Front Running is defined as the unethical practice of a broker trading an equity based on information from the analyst department before their clients have been given the information. TPG-Axon has alleged that Ward and his son acquired mineral rights from third parties ahead of the SandRidge, and then 'flipped' them to SandRidge or other oil and gas companies at a profit, often retaining a participating interest in future wells in transactions with SandRidge.
TPG-Axon also noted that WCT actively competes with the company in the Mississippian Lime play. Meanwhile, Mount Kellett has voiced concerns regarding the allegations made by TPG-Axon.
"The management of WCT Resources is vested entirely in managers, including Mr. Ward's son, who are independent from the company and have no access to non-public information concerning the company's land and mineral acquisition programs," SandRidge commented, noting that Ward has no control over the trusts or WCT Resources and does not participate in its management, operations or business.
"Thus, contrary to TPG-Axon's assertions, neither the company nor Mr. Ward has the power to 'allow' WCT Resources to engage in any business regardless of whether it competes with the company," SandRidge said in a statement. "As an ongoing business not controlled by the company or Mr. Ward, WCT Resources is free to engage in whatever commerce it deems suitable wherever it chooses."
SandRidge noted that transactions between WCT Resources and SandRidge have occurred rarely and involve less than one-quarter of one percent of the acreage leased by the company in the Mississippian play.

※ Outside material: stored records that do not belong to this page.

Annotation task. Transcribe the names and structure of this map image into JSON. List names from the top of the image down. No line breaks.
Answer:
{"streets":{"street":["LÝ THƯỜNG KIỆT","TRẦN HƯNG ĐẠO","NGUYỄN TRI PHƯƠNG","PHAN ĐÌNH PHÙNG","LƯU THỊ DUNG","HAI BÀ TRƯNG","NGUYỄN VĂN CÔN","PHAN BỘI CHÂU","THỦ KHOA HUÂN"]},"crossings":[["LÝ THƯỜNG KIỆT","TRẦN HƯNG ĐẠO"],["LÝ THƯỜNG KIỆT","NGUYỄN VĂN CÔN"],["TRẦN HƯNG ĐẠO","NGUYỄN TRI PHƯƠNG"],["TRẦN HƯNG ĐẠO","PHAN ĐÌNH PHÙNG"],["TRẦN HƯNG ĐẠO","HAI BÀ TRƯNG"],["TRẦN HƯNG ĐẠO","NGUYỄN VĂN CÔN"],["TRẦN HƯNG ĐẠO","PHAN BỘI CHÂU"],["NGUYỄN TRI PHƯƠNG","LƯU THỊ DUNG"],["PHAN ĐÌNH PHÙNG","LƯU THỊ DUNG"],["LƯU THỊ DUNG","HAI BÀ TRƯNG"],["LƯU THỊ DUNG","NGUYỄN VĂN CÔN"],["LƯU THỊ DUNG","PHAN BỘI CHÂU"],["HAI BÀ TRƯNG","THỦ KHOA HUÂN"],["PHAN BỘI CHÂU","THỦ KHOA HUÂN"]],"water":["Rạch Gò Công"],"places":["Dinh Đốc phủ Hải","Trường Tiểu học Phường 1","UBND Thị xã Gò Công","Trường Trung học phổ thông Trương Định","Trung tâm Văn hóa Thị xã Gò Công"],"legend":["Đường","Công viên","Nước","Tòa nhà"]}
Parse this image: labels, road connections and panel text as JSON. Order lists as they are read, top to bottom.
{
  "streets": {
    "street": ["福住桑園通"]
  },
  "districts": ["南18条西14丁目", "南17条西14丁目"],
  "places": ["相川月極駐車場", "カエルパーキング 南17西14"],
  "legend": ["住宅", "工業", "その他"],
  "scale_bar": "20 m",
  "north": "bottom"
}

Furthermore, SandRidge asserted the transactions were reviewed in advance by disinterested board members.
The fact that WCT Resources owns leasehold acreage adjacent to acreage held by the company is an "entirely unremarkable fact," given SandRidge's interests in over 7,500 sections of the Mississippian play that cover nearly five million acres, according to SandRidge officials.
The acreage held by SandRidge in the play were acquired over a long period of time, well before SandRidge was formed, through TLW Land & Cattle, in which Ward holds an ownership interest. TLW has owned ranch land and other acreage in Oklahoma and Kansas, as well as associated mineral rights, for many years, SandRidge concluded.